What is being asked>
Search the records for the word "turn" and report each line that has it.

Given records>
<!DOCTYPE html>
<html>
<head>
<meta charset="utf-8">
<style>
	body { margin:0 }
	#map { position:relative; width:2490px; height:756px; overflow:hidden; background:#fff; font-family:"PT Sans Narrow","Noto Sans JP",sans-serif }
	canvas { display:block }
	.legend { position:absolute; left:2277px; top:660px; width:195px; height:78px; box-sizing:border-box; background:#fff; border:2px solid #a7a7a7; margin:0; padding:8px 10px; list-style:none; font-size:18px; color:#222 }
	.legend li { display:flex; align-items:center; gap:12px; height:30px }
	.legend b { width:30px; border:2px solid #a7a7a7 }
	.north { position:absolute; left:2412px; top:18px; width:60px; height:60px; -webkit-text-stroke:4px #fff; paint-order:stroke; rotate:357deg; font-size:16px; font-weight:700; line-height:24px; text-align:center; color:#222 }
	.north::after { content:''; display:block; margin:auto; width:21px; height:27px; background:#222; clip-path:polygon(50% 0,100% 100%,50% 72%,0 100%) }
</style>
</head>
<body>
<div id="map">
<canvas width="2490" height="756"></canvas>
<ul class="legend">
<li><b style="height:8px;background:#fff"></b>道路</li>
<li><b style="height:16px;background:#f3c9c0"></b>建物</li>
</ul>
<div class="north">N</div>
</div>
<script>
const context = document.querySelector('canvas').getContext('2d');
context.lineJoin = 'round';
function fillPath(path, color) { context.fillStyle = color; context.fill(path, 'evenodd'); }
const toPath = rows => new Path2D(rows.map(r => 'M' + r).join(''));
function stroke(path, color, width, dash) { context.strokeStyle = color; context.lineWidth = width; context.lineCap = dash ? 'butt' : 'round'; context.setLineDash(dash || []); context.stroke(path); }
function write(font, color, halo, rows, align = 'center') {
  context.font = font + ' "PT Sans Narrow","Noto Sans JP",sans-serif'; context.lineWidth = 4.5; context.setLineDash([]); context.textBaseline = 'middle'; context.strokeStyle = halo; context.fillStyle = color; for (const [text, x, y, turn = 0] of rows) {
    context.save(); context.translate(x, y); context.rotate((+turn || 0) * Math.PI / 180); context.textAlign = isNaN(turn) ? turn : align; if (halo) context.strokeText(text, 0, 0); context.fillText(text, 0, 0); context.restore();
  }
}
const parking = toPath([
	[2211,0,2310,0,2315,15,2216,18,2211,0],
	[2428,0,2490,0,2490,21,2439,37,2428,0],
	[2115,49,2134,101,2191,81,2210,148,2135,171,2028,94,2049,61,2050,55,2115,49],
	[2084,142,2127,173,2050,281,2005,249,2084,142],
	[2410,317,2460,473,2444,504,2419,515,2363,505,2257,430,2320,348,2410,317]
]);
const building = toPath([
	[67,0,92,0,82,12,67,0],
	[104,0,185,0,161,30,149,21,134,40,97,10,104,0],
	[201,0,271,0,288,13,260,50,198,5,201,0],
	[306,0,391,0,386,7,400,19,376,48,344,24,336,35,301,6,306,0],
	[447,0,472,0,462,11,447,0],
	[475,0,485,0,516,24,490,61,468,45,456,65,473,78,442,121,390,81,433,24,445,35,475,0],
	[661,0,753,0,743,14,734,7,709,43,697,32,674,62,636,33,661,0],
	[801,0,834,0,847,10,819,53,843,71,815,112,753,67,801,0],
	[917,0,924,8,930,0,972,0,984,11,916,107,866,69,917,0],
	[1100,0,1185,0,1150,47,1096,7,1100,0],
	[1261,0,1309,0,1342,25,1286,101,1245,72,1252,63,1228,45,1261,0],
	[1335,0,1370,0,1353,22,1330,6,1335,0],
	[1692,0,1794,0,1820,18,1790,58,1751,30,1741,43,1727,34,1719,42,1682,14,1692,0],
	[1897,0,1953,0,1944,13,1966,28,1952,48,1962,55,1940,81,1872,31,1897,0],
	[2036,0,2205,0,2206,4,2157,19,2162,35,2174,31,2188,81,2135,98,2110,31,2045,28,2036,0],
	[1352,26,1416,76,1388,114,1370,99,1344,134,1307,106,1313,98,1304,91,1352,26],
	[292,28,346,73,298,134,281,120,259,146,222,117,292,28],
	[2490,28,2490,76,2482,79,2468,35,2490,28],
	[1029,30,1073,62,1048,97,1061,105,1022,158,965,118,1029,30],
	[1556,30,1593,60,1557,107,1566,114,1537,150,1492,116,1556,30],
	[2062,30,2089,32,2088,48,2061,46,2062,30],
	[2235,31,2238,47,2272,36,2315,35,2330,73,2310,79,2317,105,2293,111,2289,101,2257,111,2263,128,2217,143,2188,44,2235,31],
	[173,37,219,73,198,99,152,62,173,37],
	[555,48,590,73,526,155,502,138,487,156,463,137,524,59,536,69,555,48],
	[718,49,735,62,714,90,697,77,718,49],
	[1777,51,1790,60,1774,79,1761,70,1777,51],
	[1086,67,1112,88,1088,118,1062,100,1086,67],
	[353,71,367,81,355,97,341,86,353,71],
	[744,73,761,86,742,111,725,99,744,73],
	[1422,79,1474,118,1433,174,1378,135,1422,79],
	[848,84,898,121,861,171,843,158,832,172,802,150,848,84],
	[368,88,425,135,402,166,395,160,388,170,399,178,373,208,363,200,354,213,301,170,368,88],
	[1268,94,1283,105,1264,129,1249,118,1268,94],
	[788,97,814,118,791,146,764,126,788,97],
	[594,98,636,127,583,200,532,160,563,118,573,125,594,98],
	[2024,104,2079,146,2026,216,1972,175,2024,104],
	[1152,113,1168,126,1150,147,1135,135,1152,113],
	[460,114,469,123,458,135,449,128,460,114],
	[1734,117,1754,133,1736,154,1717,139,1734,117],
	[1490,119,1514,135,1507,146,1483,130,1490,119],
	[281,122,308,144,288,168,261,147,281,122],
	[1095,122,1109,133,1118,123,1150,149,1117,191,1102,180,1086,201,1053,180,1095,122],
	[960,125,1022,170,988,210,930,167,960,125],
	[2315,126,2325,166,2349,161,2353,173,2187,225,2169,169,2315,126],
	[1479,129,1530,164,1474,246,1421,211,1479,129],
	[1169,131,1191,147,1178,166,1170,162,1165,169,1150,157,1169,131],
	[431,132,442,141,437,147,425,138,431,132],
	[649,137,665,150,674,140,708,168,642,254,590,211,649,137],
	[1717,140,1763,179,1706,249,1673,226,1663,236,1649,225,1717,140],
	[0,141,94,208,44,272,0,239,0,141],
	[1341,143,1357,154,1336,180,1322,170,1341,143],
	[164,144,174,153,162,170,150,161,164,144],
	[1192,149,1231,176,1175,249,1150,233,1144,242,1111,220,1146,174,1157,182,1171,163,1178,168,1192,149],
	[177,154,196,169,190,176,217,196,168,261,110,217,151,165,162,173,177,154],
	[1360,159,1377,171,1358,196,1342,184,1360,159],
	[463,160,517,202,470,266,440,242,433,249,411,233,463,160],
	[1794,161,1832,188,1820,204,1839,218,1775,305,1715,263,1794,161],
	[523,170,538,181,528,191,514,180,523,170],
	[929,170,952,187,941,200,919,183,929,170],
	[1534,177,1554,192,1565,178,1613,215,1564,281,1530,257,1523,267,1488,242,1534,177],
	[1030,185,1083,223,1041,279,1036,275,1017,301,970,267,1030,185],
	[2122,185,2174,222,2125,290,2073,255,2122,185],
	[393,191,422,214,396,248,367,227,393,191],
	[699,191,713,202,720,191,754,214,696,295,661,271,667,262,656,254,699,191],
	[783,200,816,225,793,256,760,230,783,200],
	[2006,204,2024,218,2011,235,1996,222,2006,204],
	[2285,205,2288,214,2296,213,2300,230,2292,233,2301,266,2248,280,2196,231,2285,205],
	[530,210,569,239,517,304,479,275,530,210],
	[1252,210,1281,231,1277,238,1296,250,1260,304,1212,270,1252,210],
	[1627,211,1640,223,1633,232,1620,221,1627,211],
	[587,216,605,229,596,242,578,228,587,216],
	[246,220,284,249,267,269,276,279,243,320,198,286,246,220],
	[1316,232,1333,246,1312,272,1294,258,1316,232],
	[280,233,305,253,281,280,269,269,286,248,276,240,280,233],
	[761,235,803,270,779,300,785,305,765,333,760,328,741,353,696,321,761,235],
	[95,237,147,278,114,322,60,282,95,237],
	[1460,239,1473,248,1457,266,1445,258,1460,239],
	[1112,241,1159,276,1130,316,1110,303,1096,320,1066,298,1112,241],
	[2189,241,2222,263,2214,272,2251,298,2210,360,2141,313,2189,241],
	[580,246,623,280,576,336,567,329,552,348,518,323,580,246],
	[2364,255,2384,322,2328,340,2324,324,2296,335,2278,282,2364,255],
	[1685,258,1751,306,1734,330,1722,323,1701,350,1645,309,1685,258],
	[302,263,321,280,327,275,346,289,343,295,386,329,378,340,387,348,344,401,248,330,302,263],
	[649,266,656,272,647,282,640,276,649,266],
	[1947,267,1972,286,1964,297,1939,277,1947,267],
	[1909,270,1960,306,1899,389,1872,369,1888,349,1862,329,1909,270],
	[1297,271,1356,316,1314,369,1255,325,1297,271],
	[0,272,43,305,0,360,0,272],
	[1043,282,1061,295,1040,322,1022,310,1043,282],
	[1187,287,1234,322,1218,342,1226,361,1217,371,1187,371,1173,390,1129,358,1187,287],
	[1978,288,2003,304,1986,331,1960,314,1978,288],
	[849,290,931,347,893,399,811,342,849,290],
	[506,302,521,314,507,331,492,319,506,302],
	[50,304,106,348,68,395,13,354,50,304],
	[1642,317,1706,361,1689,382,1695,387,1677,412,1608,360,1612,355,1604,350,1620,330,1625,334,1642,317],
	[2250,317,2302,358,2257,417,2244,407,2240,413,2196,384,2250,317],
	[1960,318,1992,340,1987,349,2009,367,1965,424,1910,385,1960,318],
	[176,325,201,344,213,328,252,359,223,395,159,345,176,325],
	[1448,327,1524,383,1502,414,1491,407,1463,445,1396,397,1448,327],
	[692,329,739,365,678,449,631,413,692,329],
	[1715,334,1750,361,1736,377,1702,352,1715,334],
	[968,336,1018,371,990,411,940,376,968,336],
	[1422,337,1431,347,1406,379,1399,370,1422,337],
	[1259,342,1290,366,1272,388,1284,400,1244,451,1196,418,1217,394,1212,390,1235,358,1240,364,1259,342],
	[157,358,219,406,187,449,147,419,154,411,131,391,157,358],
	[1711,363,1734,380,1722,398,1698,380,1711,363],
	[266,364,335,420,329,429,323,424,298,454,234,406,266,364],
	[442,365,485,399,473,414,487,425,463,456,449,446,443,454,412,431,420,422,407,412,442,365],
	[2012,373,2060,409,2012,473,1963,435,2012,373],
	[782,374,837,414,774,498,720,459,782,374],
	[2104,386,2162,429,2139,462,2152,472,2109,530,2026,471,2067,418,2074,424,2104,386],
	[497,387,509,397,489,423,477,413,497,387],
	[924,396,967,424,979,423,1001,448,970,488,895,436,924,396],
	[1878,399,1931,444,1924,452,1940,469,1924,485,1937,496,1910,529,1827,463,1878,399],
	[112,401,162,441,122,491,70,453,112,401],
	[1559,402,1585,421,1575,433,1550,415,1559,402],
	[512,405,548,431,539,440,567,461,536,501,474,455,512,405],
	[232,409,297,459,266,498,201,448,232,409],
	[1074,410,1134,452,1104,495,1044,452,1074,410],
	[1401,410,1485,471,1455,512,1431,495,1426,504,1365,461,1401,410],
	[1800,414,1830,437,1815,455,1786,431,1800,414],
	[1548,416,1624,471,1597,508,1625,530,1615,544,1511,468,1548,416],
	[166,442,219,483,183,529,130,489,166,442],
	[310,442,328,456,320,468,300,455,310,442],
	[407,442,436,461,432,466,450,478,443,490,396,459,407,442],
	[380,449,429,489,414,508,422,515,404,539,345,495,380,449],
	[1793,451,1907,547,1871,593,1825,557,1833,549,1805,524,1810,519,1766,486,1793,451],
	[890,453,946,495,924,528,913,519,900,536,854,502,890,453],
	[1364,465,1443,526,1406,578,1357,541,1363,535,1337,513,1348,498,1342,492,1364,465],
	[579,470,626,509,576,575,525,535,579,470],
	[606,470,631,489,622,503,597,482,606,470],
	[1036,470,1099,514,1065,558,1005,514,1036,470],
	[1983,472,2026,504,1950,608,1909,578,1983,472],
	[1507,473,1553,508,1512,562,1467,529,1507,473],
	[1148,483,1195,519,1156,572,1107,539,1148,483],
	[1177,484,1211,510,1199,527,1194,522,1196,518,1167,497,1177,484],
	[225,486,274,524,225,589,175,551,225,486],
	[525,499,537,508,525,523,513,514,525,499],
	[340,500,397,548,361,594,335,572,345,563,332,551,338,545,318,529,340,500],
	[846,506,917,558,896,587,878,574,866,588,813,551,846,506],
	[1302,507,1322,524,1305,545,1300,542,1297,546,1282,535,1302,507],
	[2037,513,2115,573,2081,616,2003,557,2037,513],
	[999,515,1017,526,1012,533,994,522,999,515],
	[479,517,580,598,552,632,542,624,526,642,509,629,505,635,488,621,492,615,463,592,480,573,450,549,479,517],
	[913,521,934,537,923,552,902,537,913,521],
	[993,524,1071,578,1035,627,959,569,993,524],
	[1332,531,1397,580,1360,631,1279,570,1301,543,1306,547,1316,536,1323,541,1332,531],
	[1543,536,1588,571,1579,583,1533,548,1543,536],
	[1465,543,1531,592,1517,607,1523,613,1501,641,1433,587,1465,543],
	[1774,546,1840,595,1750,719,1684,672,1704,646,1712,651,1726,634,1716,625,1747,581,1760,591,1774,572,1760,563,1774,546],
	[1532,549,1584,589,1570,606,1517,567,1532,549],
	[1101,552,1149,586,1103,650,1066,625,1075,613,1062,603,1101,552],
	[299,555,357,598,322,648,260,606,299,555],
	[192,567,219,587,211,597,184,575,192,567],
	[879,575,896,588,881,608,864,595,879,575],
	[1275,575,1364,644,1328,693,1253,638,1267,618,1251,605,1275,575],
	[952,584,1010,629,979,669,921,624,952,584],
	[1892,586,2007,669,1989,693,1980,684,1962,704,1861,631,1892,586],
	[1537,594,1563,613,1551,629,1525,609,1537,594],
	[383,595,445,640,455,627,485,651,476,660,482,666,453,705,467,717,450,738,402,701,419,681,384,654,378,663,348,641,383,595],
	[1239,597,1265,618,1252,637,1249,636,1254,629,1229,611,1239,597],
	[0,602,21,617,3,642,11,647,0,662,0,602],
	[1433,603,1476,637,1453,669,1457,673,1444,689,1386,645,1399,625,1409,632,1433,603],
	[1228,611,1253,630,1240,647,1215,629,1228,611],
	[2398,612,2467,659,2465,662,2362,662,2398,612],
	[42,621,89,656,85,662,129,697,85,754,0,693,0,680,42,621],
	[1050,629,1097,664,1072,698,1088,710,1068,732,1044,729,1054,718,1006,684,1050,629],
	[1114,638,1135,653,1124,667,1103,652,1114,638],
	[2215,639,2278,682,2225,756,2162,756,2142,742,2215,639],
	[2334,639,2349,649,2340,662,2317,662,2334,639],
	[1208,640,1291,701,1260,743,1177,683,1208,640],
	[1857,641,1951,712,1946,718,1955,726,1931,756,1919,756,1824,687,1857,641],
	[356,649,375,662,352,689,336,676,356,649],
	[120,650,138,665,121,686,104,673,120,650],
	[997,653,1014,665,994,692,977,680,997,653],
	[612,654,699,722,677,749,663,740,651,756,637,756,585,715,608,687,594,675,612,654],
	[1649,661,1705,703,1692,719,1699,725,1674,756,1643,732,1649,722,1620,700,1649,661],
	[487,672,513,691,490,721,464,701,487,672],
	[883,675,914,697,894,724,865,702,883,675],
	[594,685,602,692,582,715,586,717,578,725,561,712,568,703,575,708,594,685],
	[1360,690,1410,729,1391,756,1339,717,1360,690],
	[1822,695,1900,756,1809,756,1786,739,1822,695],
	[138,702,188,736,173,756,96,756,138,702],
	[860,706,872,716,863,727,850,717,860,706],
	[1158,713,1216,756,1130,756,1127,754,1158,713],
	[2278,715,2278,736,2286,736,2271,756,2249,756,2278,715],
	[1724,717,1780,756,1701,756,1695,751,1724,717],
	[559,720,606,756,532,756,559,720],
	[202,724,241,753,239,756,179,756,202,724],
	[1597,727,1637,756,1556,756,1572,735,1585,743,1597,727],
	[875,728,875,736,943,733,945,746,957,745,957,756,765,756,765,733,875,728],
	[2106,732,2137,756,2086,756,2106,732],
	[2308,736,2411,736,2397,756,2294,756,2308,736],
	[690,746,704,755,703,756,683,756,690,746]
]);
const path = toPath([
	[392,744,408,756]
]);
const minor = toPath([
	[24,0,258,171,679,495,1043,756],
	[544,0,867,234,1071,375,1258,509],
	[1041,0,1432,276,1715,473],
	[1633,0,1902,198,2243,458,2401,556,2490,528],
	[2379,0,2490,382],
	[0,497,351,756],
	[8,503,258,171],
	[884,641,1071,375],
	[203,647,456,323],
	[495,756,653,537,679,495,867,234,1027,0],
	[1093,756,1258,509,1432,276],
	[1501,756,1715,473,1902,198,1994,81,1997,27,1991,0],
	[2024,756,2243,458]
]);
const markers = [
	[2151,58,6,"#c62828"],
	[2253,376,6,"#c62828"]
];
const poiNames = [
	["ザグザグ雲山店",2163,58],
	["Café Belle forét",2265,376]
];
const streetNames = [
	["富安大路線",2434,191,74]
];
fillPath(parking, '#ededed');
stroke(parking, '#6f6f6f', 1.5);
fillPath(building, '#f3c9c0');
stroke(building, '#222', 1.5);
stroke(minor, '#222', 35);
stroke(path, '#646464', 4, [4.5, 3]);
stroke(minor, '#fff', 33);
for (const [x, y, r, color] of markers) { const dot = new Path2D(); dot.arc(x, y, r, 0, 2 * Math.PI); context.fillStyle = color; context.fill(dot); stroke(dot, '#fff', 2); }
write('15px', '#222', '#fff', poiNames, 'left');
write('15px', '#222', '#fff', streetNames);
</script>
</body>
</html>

Result of this exercise>
  context.font = font + ' "PT Sans Narrow","Noto Sans JP",sans-serif'; context.lineWidth = 4.5; context.setLineDash([]); context.textBaseline = 'middle'; context.strokeStyle = halo; context.fillStyle = color; for (const [text, x, y, turn = 0] of rows) {
    context.save(); context.translate(x, y); context.rotate((+turn || 0) * Math.PI / 180); context.textAlign = isNaN(turn) ? turn : align; if (halo) context.strokeText(text, 0, 0); context.fillText(text, 0, 0); context.restore();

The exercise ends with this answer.